> PROBLEM DESCRIPTION
Could you copy every line in the listing below that has the word "linecap"?

> GIVEN RECORDS

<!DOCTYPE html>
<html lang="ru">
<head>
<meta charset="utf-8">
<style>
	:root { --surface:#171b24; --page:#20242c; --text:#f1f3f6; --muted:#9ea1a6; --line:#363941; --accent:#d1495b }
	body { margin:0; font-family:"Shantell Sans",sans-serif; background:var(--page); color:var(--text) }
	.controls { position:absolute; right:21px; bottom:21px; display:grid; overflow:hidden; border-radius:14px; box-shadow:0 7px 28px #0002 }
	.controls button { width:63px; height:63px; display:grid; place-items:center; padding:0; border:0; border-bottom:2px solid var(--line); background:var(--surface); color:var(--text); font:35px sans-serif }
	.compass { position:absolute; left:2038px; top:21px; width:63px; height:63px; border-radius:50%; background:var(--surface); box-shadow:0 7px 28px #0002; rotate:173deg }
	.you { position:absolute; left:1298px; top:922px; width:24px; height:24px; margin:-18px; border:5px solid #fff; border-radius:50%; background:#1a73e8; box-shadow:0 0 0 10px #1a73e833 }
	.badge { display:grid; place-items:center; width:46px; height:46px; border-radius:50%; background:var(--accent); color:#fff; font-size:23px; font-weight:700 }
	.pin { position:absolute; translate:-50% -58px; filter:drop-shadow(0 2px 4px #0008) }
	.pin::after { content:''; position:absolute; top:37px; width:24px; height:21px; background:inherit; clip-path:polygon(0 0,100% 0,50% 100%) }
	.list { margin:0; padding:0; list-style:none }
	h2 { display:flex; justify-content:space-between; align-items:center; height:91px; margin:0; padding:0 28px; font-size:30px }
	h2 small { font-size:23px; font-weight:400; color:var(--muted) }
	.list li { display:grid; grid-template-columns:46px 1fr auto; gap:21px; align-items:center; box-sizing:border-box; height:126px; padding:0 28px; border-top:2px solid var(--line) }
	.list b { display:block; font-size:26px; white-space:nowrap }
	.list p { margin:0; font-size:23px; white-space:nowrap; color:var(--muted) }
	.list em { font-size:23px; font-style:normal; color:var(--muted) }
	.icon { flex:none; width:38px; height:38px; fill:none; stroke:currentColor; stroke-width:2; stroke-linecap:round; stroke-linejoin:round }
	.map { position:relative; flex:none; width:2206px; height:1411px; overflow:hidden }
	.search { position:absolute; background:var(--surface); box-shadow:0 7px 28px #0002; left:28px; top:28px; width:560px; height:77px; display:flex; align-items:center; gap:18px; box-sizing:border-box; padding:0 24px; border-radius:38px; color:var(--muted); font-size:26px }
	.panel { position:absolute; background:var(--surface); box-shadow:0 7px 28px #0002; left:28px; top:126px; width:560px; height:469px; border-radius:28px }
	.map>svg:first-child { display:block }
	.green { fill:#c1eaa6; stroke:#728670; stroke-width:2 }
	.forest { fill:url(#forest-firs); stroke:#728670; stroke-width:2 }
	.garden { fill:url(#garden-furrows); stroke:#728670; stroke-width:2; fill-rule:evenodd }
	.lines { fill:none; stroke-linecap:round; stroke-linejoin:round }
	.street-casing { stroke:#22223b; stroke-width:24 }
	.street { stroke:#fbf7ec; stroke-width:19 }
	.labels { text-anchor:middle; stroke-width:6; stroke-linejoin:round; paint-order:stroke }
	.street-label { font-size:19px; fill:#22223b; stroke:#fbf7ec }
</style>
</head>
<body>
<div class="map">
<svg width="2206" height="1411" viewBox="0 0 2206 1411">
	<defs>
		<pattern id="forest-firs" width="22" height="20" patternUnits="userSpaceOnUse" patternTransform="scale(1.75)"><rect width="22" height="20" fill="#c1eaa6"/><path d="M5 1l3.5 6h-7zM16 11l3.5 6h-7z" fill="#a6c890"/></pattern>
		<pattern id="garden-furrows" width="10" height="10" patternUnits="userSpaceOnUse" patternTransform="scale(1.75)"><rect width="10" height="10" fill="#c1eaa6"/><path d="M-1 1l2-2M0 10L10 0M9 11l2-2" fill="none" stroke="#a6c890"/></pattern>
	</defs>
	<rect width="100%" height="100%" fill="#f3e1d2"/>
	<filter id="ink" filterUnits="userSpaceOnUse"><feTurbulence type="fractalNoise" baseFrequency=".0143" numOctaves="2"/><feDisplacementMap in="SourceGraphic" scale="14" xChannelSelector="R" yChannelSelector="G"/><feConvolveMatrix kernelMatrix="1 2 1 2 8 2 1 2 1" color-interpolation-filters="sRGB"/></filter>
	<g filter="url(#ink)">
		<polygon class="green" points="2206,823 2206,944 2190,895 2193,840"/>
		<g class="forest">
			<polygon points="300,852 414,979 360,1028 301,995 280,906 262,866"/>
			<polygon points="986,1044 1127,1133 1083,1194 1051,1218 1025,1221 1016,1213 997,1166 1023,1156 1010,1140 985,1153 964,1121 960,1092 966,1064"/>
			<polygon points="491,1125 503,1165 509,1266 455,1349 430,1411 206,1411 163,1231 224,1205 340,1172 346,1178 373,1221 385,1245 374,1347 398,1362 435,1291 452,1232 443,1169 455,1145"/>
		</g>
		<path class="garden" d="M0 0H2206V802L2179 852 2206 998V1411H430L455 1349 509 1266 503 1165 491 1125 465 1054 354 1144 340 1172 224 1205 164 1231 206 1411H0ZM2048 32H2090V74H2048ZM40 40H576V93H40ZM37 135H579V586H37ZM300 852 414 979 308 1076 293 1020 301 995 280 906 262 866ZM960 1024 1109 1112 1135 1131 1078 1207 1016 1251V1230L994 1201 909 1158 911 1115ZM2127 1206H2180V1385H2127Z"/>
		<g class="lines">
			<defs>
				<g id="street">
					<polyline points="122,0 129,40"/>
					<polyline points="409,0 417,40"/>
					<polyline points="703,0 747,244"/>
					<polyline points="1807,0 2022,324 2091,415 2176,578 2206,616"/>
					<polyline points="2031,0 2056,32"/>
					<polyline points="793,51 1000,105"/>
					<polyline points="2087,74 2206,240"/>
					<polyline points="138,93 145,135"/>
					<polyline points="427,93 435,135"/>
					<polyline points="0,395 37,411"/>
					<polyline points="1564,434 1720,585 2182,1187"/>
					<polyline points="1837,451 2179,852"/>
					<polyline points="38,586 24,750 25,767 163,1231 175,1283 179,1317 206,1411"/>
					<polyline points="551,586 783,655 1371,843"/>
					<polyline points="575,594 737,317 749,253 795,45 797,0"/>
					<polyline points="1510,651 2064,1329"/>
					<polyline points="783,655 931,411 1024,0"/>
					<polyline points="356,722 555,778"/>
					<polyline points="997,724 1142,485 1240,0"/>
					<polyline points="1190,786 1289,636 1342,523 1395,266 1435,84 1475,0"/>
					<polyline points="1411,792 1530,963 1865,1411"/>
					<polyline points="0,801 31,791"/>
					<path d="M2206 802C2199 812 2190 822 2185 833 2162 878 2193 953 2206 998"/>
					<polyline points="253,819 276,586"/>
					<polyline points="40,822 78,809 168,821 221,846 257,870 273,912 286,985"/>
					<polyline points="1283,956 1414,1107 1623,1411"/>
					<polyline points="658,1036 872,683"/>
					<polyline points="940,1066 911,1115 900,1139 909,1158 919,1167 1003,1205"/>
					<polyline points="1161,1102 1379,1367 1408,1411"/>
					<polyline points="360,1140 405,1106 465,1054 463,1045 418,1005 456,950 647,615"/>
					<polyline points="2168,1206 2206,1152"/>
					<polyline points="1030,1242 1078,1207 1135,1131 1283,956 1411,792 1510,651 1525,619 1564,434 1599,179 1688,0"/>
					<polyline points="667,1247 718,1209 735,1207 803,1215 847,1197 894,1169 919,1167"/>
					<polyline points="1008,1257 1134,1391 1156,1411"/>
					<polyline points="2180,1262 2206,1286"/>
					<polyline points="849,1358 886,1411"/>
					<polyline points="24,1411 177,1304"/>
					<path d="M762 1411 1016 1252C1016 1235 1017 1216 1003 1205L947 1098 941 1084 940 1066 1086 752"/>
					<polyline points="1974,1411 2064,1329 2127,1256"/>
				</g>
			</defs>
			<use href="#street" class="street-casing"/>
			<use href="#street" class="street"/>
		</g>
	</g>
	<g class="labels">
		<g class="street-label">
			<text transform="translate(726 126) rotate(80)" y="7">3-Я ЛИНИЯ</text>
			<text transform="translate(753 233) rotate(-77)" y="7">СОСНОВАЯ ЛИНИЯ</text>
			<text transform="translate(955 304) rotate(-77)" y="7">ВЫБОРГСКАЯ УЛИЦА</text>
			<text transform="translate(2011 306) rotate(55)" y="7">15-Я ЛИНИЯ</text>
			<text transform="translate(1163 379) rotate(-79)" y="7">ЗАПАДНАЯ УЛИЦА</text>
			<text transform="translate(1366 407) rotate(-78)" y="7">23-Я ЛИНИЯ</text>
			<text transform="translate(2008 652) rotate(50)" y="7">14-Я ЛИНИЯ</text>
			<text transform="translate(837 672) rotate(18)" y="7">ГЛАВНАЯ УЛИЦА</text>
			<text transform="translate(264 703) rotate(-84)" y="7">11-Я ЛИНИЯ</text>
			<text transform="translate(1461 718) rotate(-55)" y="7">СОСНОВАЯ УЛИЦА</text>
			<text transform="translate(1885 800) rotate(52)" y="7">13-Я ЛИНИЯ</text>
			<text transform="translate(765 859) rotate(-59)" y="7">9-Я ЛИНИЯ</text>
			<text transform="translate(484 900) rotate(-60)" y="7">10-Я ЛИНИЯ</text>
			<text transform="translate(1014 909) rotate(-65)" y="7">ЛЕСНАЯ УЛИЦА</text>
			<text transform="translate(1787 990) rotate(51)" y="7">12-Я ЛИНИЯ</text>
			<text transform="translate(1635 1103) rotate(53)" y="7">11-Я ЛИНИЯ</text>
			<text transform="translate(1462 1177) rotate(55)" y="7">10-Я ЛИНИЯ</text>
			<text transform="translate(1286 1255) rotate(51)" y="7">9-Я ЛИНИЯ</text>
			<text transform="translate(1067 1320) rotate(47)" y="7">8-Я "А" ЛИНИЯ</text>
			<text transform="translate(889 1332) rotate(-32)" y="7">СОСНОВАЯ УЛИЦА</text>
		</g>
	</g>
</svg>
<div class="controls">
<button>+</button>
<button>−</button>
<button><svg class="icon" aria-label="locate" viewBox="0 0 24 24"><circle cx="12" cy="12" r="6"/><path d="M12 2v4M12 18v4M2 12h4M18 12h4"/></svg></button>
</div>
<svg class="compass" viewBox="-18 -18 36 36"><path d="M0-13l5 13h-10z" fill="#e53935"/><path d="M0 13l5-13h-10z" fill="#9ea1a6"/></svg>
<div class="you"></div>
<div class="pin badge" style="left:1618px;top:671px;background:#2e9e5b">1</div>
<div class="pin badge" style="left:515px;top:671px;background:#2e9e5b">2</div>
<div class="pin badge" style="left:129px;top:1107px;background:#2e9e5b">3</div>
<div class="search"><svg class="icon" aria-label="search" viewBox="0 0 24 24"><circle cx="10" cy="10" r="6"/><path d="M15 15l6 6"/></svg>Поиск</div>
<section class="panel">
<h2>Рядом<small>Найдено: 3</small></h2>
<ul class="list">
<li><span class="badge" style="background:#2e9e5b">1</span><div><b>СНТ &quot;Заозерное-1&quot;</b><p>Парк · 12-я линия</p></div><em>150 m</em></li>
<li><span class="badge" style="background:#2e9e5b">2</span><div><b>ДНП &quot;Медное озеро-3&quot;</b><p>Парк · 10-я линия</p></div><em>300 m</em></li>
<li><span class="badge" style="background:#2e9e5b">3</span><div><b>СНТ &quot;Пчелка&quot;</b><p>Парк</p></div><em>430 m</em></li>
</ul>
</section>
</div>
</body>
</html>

> SOLUTION FOR THIS TASK
	.icon { flex:none; width:38px; height:38px; fill:none; stroke:currentColor; stroke-width:2; stroke-linecap:round; stroke-linejoin:round }
	.lines { fill:none; stroke-linecap:round; stroke-linejoin:round }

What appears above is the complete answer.